### Requirement
Only the count should appear in your answer: how many lines of the data below contain the word "controls"?

Saved entries:

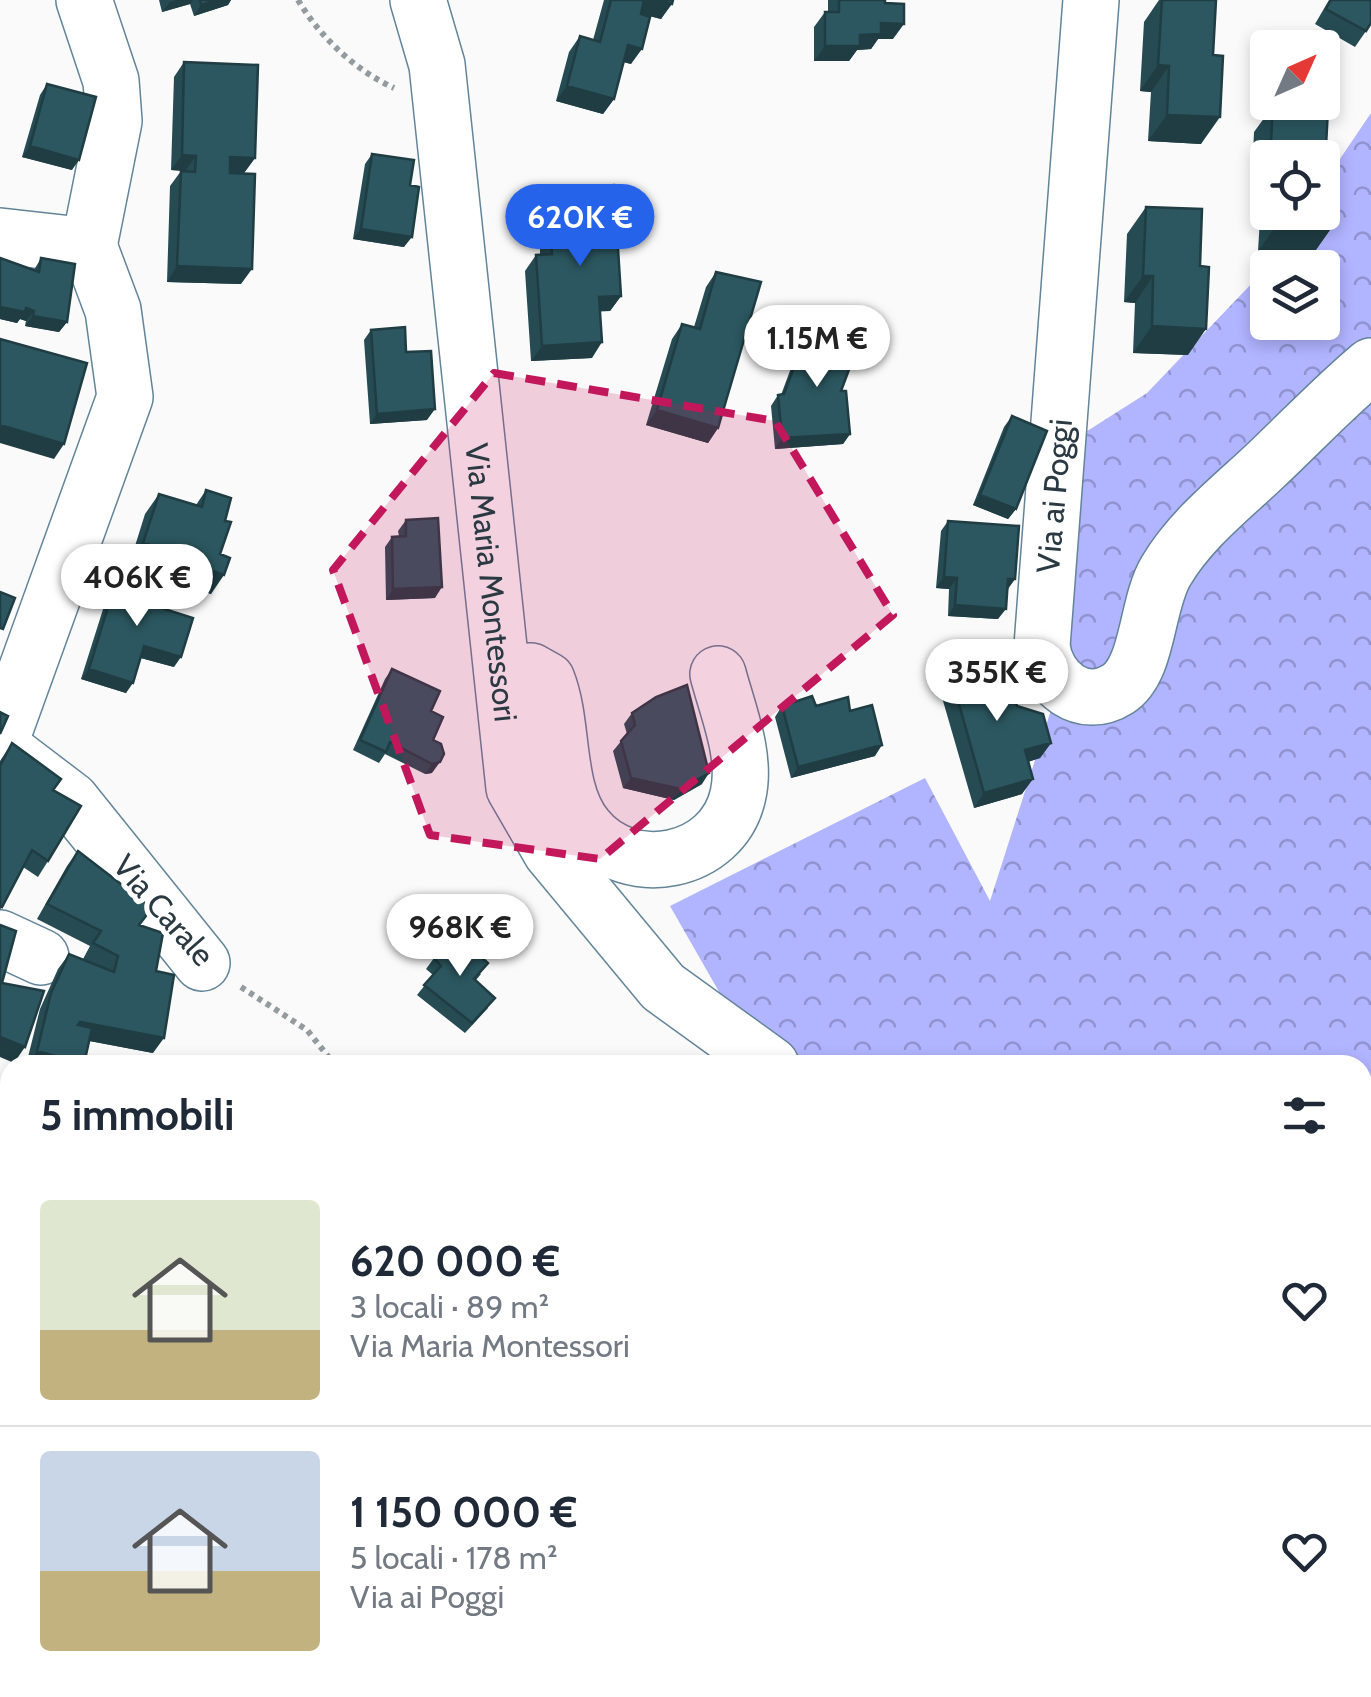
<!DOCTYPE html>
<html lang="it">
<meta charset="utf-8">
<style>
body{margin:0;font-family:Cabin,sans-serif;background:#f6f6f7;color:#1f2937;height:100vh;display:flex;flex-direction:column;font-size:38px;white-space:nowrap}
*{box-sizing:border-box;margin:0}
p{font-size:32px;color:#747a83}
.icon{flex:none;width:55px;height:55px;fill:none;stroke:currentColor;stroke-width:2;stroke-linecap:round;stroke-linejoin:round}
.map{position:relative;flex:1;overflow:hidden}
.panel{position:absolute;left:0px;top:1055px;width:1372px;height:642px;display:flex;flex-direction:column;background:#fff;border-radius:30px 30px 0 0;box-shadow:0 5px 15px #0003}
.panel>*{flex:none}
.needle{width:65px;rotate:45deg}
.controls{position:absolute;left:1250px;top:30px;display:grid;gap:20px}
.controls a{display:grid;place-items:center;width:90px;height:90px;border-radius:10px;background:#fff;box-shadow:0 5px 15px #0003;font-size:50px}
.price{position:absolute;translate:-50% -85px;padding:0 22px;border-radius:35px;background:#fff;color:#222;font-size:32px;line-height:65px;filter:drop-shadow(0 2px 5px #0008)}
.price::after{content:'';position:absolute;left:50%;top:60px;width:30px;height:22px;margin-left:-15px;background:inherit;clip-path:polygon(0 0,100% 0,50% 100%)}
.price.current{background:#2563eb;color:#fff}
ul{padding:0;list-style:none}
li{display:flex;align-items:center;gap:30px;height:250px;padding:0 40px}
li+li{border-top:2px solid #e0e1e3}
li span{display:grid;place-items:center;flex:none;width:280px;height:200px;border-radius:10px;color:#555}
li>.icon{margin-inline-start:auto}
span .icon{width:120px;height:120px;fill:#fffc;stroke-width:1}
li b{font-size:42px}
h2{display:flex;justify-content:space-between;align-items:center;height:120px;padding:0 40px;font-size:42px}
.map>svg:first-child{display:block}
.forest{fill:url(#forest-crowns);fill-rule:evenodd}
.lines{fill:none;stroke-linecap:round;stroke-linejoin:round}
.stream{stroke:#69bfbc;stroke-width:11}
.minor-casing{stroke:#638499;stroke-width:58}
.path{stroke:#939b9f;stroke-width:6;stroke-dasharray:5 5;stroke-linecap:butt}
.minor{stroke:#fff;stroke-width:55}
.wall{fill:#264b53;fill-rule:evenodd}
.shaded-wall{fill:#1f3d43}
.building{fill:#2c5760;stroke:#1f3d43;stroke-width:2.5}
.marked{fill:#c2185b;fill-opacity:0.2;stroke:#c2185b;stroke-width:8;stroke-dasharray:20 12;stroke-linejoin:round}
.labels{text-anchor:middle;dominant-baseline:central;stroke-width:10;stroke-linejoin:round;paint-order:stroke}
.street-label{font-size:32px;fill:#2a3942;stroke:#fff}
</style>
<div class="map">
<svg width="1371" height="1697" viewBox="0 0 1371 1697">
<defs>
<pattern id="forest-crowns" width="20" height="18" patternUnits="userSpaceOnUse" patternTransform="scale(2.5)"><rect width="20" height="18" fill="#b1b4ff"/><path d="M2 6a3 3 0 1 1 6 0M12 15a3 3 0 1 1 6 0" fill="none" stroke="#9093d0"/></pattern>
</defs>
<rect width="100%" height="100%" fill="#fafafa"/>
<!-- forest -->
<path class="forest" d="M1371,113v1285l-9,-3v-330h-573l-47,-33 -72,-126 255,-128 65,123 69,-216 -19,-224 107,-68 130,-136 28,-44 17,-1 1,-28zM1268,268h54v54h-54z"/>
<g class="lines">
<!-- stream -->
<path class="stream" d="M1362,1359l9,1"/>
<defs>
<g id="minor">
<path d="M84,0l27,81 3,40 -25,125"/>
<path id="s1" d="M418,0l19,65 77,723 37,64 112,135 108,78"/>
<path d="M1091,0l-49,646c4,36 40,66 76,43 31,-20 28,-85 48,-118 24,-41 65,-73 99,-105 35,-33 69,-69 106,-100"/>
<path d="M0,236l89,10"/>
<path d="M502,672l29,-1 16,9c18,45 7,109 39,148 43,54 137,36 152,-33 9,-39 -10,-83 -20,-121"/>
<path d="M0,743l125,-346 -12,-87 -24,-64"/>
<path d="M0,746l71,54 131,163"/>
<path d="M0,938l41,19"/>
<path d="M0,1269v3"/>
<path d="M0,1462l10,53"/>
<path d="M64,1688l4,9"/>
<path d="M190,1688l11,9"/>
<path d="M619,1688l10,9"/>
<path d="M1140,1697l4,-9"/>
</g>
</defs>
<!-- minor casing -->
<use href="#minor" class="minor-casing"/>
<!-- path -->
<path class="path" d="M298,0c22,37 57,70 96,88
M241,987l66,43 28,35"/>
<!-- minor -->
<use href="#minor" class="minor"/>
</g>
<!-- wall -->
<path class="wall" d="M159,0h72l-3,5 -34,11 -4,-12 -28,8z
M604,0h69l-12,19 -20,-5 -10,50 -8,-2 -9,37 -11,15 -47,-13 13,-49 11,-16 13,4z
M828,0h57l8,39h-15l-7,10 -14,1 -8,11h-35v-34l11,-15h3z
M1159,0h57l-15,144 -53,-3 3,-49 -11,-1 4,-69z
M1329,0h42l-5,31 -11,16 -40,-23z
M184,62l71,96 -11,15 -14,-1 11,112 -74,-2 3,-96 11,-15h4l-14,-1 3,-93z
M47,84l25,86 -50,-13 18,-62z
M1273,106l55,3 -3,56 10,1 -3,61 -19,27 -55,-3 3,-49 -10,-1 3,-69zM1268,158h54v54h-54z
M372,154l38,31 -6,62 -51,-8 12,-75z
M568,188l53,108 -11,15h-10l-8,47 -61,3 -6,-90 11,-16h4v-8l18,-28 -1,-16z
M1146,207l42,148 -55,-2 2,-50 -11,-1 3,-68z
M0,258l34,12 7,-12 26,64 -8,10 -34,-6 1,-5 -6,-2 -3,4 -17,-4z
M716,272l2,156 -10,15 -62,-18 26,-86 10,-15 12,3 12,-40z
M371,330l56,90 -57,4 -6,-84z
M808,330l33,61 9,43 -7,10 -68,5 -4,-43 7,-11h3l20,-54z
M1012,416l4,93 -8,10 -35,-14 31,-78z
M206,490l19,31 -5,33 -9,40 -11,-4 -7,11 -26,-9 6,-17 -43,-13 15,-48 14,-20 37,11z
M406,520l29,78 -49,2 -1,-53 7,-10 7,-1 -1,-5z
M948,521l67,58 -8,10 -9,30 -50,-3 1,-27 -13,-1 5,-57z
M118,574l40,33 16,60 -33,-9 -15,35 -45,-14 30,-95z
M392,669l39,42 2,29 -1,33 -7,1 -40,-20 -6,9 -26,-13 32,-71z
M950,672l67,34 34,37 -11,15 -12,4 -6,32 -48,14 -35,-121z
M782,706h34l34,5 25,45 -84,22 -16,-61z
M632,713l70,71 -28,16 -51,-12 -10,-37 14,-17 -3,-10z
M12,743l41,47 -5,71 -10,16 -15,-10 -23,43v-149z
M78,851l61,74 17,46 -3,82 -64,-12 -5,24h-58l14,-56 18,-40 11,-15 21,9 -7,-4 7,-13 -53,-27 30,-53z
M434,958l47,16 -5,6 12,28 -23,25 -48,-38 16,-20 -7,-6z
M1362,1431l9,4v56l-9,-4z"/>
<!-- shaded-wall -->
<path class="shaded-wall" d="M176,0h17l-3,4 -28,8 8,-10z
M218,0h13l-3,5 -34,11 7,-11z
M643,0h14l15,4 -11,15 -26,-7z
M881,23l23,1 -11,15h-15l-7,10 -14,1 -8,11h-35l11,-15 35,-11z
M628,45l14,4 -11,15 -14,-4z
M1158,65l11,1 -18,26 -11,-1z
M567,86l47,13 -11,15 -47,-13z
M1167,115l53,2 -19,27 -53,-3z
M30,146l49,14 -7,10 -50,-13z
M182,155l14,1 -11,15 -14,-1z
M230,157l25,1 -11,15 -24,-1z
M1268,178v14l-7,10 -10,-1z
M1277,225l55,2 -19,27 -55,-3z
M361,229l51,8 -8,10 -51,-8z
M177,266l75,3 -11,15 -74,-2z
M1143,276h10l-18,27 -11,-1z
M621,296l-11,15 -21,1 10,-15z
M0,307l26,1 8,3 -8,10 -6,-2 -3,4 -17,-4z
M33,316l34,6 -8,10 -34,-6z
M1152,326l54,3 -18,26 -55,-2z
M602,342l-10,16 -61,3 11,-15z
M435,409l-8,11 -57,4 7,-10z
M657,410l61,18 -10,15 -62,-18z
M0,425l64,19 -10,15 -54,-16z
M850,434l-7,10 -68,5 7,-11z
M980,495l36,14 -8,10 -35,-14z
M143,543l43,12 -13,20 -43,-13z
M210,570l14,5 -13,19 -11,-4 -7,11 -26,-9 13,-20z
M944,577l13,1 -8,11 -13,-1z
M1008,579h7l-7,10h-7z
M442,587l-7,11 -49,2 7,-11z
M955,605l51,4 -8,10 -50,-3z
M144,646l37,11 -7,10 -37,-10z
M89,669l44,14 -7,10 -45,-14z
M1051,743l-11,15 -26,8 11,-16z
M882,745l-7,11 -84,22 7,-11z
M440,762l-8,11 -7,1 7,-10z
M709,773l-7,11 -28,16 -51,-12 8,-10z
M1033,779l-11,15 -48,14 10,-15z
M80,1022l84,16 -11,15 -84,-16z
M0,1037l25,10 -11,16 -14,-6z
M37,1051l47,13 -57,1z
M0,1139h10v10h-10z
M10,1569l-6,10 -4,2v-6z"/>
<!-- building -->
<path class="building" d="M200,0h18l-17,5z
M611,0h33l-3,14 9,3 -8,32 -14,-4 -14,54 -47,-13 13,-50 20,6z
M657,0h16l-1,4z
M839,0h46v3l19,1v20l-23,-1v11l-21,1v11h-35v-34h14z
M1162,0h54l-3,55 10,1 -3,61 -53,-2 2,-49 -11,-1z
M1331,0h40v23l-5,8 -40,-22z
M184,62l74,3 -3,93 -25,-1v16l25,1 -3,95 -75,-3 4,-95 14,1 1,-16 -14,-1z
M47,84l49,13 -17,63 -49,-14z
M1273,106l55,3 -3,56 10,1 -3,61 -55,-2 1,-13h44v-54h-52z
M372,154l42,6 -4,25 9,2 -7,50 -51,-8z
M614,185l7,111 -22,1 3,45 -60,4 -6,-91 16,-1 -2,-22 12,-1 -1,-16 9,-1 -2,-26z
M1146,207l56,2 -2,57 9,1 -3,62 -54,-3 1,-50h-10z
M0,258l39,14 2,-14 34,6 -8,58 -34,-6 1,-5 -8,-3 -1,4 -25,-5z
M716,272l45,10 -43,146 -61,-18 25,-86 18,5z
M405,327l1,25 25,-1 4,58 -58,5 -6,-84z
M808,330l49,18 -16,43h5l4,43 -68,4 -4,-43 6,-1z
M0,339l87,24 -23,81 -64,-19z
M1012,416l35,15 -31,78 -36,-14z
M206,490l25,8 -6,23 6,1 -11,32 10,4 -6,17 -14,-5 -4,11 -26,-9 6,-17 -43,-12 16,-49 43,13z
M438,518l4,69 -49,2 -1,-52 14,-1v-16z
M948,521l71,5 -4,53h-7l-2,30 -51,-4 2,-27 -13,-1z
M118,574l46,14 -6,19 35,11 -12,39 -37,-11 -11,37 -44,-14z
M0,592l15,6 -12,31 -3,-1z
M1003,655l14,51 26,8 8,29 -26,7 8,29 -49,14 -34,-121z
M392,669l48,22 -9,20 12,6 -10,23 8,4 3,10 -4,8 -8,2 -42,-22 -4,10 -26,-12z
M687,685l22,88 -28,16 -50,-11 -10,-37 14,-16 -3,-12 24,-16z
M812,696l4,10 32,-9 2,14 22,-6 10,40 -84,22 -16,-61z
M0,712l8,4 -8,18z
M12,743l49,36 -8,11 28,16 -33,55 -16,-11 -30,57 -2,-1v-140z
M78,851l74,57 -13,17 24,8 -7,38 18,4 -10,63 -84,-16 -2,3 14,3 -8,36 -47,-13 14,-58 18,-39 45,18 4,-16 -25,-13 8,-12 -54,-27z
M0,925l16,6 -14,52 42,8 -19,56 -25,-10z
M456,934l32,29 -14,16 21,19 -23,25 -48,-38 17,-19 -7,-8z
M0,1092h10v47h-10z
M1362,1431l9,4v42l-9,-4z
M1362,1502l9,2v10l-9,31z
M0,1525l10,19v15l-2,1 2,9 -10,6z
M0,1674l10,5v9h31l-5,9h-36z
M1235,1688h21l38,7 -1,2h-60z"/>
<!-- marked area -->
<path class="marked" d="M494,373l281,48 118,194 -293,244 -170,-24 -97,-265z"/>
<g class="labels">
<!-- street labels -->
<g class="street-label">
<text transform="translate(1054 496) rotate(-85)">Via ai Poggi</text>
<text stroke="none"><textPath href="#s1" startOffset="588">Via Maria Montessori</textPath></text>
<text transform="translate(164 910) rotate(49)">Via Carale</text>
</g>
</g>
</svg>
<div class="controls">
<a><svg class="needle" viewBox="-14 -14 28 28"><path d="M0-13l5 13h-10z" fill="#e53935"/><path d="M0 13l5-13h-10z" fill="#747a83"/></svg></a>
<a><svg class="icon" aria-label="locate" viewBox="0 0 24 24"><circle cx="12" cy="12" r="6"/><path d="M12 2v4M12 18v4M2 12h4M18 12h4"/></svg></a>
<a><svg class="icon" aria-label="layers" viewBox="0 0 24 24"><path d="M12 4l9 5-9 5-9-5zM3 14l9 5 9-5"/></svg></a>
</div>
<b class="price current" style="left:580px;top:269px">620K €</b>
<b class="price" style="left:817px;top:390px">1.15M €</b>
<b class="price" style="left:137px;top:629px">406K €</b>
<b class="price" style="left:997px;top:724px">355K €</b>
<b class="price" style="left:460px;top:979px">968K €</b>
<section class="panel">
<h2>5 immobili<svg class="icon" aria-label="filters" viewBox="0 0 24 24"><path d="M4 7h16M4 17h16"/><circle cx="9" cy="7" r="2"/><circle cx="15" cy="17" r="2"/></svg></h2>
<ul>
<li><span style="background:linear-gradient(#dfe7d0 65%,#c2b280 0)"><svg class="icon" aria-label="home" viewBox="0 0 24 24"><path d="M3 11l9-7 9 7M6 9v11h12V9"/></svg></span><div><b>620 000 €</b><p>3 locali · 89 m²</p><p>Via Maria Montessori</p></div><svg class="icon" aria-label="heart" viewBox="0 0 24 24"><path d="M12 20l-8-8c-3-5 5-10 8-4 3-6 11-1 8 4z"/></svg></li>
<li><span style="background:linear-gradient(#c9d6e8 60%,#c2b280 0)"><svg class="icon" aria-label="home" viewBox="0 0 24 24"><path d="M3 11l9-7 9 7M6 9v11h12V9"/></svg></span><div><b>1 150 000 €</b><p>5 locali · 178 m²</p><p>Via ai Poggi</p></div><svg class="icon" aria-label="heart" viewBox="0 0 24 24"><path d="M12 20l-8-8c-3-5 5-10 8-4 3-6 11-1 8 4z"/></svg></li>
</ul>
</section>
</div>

### Task output
3